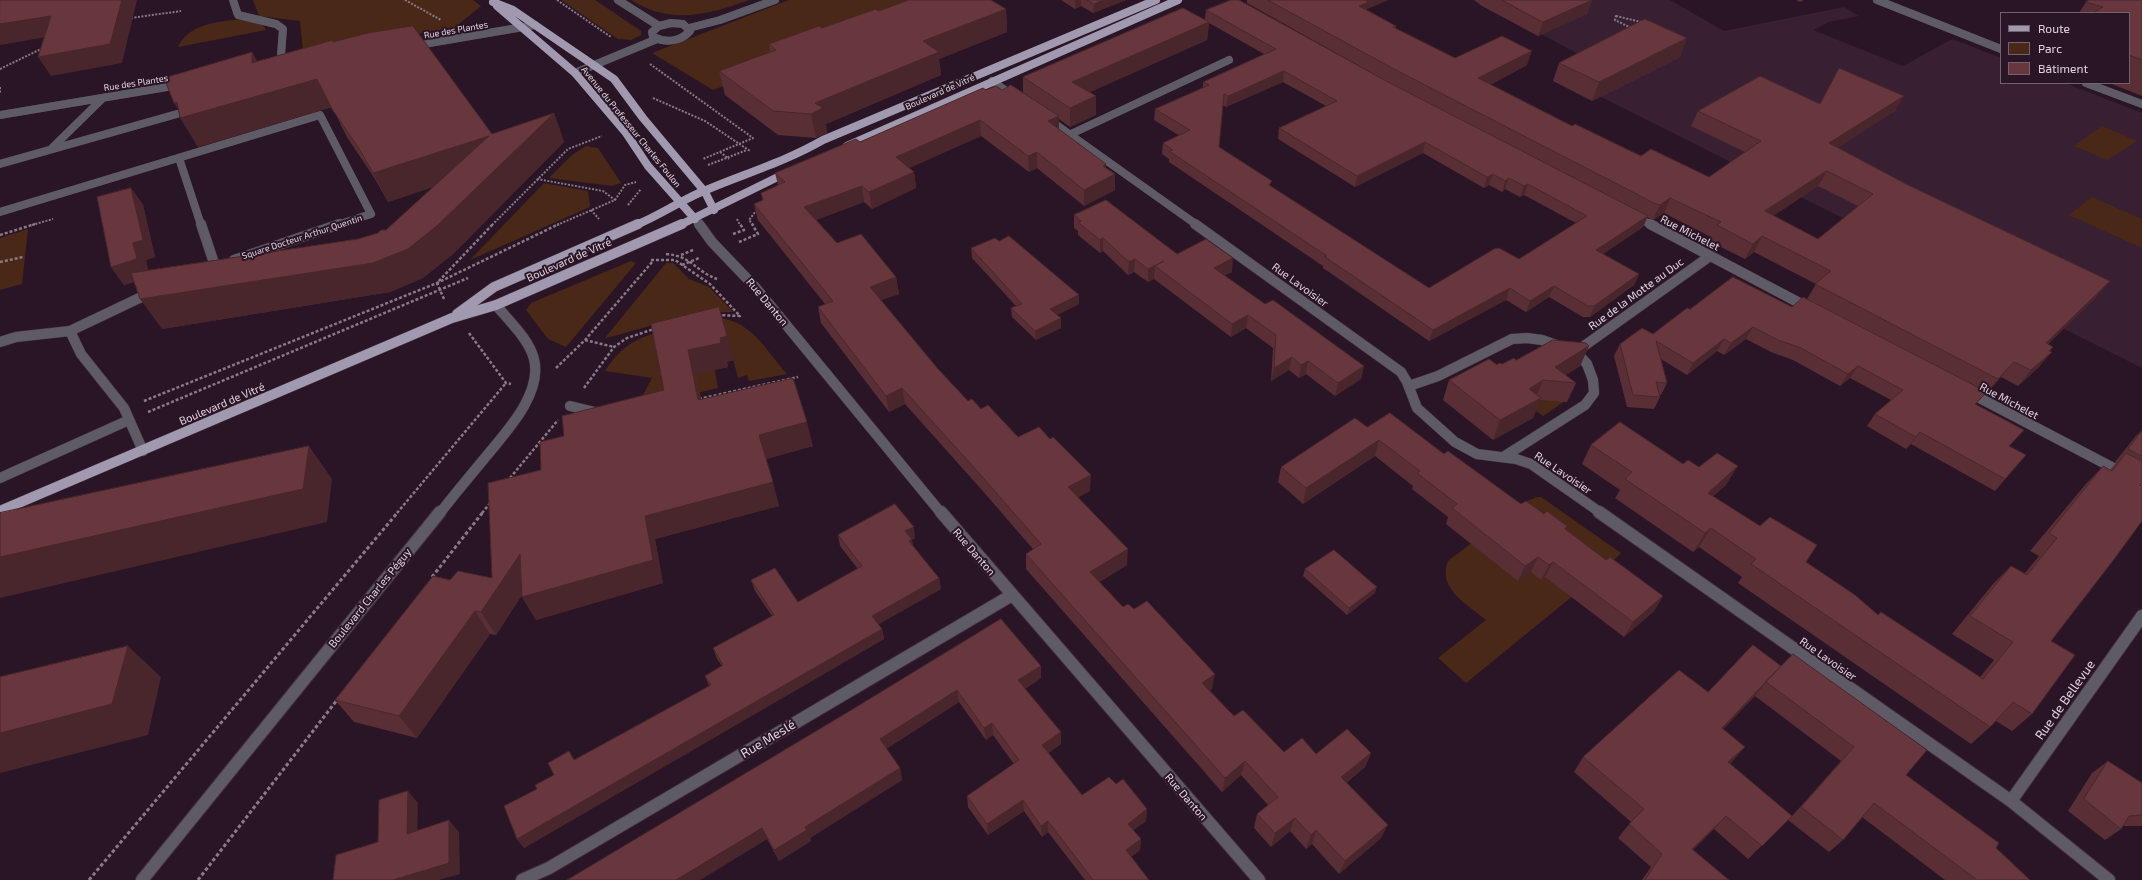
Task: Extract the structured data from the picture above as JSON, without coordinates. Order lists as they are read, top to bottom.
{
  "streets": {
    "main road": ["Boulevard de Vitré", "Avenue du Professeur Charles Foulon"],
    "street": [
      "Rue des Plantes",
      "Rue Michelet",
      "Square Docteur Arthur Quentin",
      "Rue Lavoisier",
      "Rue de la Motte au Duc",
      "Rue Danton",
      "Boulevard Charles Péguy",
      "Rue de Bellevue",
      "Rue Meslé"
    ]
  },
  "crossings": [
    ["Rue des Plantes", "Avenue du Professeur Charles Foulon"],
    ["Boulevard de Vitré", "Avenue du Professeur Charles Foulon"],
    ["Boulevard de Vitré", "Rue Danton"],
    ["Boulevard de Vitré", "Boulevard Charles Péguy"],
    ["Rue Michelet", "Rue de la Motte au Duc"],
    ["Rue Lavoisier", "Rue de Bellevue"],
    ["Rue Danton", "Rue Meslé"]
  ],
  "legend": ["Route", "Parc", "Bâtiment"]
}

□ □ □ □ □ □ □

The task => Each record should be given again exactly, with no picture carried over.

Expected output =>
Task: Extract the structured data from the picture above as JSON, without coordinates. Order lists as they are read, top to bottom.
{
  "streets": {
    "main road": ["Boulevard de Vitré", "Avenue du Professeur Charles Foulon"],
    "street": [
      "Rue des Plantes",
      "Rue Michelet",
      "Square Docteur Arthur Quentin",
      "Rue Lavoisier",
      "Rue de la Motte au Duc",
      "Rue Danton",
      "Boulevard Charles Péguy",
      "Rue de Bellevue",
      "Rue Meslé"
    ]
  },
  "crossings": [
    ["Rue des Plantes", "Avenue du Professeur Charles Foulon"],
    ["Boulevard de Vitré", "Avenue du Professeur Charles Foulon"],
    ["Boulevard de Vitré", "Rue Danton"],
    ["Boulevard de Vitré", "Boulevard Charles Péguy"],
    ["Rue Michelet", "Rue de la Motte au Duc"],
    ["Rue Lavoisier", "Rue de Bellevue"],
    ["Rue Danton", "Rue Meslé"]
  ],
  "legend": ["Route", "Parc", "Bâtiment"]
}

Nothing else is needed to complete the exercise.